Eu estava sentada ao lado de Carlos na beira de um píer tentando capturar alguns peixes para o almoço da semana.
De repente, olhei para ele e pensei em como eu tinha sorte por tê-lo. Era a segunda vez que íamos pescar sem a nossa mãe e eu sabia que assim como eu, ele estava pensando nela, em como ela fazia falta, em como tudo era mais leve quando ela estava por perto.
- A mamãe dizia que a quinta era o dia preferido da semana dela porque ela vinha pescar com a gente antes do trabalho – Soltou ele e eu dei um sorriso ao lembrar disso.
- Ela dizia que era um momento de paz – Foi minha vez de relembrar.
* * *
Eu tinha 12 anos e Carlos tinha 6, estávamos um de cada lado da nossa mãe, sentados naquele mesmo píer. A brisa da praia fazendo nossos cabelos voarem.
- Mamãe, todos os meninos pescam com os pais. Por que o meu pai nunca veio pescar comigo?
Nosso pai havia nos deixado quando mamãe estava grávida de Carlinhos, lembro do dia em que acordei e não vi meu pai em casa. Mamãe me disse que ele tinha ido ver a vovó, mas ele nunca mais voltou. Ele mandava cartas para mim e meu irmão no natal, mas nunca nos visitou. Depois que eu completei 10 anos as cartas deixaram de vir. Mamãe não gostava de falar sobre o papai, eu sabia que ela guardava mágoa dele. E eu também guardava.
- Não que eu não goste de pescar com você, quer dizer, eu amo pescar com você – Acrescentou notando a expressão vazia no rosto de mamãe.

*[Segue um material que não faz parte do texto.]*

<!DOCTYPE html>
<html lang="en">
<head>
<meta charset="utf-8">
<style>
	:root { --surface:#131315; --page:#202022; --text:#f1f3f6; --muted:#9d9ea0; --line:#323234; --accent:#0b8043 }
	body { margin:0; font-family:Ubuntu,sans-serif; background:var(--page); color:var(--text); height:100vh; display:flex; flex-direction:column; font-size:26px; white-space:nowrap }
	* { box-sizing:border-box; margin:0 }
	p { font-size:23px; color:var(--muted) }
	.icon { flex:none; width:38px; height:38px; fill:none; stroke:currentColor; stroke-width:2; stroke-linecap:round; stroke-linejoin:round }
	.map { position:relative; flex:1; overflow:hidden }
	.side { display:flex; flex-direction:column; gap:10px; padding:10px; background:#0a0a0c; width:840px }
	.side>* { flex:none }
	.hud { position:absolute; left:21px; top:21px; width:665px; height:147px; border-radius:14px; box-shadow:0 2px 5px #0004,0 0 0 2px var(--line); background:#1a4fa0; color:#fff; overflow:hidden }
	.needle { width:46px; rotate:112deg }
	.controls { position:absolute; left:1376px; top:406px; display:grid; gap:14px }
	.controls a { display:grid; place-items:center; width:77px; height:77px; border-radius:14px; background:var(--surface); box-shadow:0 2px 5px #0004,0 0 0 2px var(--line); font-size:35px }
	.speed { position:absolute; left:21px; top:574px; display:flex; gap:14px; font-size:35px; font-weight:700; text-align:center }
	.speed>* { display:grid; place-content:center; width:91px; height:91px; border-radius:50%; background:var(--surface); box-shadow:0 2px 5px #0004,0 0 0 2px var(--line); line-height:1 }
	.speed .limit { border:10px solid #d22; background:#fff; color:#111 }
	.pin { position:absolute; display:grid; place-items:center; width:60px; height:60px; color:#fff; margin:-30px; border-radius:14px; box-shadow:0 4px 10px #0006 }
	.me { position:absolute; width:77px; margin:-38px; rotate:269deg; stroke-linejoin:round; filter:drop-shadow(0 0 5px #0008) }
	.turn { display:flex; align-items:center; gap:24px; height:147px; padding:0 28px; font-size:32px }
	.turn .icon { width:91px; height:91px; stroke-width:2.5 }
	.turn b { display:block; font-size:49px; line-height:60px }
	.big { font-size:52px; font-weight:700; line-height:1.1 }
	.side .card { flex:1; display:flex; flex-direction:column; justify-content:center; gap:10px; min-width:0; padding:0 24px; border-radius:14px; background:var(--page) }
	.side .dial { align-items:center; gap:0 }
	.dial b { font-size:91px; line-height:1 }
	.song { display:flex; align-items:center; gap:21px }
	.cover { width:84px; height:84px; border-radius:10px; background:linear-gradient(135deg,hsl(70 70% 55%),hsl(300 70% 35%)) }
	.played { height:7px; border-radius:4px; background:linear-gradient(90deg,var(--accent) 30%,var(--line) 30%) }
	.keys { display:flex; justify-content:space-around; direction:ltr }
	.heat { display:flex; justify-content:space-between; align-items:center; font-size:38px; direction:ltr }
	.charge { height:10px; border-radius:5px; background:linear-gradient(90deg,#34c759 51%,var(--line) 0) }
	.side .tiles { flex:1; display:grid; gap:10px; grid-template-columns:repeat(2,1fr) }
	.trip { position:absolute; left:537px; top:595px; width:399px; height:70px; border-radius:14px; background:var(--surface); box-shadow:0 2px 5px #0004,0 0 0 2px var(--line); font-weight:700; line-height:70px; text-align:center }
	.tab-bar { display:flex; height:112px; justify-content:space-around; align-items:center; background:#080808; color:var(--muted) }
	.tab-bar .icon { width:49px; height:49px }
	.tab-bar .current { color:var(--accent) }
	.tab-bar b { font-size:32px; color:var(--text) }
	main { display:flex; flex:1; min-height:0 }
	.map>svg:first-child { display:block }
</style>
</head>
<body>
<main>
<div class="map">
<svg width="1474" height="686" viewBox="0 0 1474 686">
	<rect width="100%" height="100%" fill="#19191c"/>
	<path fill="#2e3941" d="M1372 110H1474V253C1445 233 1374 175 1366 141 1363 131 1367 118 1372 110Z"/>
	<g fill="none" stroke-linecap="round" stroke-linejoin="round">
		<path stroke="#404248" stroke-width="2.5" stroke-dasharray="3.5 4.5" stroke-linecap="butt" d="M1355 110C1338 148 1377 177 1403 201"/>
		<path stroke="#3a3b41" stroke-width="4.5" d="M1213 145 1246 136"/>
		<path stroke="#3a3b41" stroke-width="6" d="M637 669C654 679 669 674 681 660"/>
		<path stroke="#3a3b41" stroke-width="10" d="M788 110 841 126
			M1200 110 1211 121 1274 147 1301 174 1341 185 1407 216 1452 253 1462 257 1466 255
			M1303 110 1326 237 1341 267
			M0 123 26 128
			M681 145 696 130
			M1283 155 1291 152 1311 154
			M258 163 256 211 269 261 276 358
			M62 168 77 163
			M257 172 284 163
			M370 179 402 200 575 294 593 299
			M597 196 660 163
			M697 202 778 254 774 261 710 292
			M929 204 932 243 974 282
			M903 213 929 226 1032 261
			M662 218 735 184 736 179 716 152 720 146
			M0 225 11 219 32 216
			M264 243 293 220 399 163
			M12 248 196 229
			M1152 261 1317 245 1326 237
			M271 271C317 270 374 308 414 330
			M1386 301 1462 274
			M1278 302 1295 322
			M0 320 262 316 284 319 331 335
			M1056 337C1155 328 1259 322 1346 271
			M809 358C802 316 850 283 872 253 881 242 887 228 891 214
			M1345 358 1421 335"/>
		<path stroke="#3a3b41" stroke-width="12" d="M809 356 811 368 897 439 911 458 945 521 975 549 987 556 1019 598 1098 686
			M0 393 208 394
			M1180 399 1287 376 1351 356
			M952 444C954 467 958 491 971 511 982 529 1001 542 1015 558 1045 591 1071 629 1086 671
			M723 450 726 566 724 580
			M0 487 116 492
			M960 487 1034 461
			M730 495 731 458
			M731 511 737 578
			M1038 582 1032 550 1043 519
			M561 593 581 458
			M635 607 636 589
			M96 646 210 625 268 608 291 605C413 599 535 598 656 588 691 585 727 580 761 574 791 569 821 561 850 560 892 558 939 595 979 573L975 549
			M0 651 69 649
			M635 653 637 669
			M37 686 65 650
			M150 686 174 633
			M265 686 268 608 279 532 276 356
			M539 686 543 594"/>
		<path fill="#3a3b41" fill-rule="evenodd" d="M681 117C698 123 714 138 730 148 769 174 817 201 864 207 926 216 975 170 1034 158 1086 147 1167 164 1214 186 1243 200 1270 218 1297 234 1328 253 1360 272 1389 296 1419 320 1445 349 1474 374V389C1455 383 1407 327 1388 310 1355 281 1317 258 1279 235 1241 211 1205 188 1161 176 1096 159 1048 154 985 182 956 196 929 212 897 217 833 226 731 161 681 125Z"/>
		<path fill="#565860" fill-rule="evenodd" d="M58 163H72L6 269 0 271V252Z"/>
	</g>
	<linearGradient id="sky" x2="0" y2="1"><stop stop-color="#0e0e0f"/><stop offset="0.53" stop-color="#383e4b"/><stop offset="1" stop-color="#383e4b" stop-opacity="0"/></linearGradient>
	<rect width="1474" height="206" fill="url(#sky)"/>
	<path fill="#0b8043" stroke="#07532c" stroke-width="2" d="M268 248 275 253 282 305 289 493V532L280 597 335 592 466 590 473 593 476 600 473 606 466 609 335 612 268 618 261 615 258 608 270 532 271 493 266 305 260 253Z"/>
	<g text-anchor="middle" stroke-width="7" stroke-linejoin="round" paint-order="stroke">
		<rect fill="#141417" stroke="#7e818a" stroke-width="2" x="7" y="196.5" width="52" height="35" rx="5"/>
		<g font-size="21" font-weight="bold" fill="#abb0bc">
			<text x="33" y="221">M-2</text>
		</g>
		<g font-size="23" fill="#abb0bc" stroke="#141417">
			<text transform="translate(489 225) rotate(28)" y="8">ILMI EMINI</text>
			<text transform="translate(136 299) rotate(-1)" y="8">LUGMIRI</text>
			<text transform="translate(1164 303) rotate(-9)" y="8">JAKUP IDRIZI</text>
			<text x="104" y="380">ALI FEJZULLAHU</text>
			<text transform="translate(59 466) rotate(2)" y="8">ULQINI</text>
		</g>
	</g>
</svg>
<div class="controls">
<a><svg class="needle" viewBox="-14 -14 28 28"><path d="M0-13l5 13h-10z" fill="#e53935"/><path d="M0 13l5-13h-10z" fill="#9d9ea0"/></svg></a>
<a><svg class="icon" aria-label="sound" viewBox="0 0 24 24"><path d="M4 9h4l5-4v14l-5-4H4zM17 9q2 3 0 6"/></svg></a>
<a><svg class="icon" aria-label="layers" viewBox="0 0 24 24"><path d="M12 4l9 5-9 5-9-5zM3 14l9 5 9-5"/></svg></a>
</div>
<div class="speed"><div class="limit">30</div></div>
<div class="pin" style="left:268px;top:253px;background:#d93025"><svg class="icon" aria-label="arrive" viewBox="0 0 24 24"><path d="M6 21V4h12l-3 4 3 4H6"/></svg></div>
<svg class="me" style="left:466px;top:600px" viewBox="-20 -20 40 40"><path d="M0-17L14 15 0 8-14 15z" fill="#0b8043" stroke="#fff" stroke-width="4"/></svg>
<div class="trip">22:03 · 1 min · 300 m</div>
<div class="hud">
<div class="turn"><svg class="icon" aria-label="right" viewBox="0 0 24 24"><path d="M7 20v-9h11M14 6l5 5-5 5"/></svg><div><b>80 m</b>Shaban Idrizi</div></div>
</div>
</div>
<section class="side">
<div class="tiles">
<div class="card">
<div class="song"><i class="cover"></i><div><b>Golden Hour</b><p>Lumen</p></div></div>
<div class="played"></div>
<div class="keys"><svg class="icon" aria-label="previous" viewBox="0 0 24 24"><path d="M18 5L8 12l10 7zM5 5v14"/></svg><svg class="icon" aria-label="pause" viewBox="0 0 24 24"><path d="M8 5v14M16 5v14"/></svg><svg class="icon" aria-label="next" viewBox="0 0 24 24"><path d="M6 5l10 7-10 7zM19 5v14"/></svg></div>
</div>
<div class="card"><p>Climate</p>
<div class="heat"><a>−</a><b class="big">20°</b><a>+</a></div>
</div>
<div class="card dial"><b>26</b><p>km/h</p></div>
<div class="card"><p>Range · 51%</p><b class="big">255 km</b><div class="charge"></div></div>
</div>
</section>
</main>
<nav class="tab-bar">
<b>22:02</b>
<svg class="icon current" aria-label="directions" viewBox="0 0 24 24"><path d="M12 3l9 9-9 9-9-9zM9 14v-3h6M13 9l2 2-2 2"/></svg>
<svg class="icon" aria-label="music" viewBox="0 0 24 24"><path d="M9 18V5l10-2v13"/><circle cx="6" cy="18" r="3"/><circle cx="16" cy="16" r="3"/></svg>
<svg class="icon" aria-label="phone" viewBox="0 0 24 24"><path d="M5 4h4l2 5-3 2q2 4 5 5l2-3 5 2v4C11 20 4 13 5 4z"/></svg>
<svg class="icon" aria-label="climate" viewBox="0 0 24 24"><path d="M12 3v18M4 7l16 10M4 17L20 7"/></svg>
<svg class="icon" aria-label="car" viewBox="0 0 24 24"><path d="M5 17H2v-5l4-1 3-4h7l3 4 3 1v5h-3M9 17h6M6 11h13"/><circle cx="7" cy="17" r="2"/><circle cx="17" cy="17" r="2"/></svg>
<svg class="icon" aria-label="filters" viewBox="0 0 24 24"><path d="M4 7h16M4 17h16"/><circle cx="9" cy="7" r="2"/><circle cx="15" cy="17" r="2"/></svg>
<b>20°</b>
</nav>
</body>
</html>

- Também amo pescar com você, meu anjinho – disse passando a mão pelos cachos dourados de Carlinhos.
* * *
Estava na cozinha preparando um dos peixes que conseguimos, quando Carlos perguntou:
– Por que você vai pra esta entrevista de emprego?
- Eu preciso de um emprego para comprar as nossas coisas. Se eu conseguir o emprego, nosso almoço não vai mais se resumir em arroz e peixe ou ovo.
- Quando eu estiver bom, também vou arrumar um emprego, eu sou o homem da casa, tenho que cumprir os meus deveres.
- Você não vai trabalhar anjinho, tem só 10 anos. Você precisa estudar, isso sim. Além disso, não existem diferenças entre homens e mulheres na questão de responsabilidades.
- Mas eu estou de férias, Bete.
- Claro, mas em fevereiro nós vamos voltar à escola.
- E você? Como vai trabalhar e ir à escola?
- Não sei, mas eu ainda nem sei qual será o horário. Na verdade eu não sei nem se vou conseguir o emprego. - Mas ele estava certo. Como eu conciliaria os estudos e o emprego?
Deixei isso para lá e voltei a preparar nosso almoço, era um peixe tilápia, arroz integral e alface.
* * *
Às 14:30 eu já havia tomado banho e estava escolhendo minha roupa. Não que eu tivesse muita opção, mas eu queria passar uma boa impressão. Optei por uma calça jeans um pouco desbotada, uma regata branca que caía bem no meu corpo e uma jaqueta lilás. Minha mãe sempre dizia que ela ficava bem com meu cabelo castanho.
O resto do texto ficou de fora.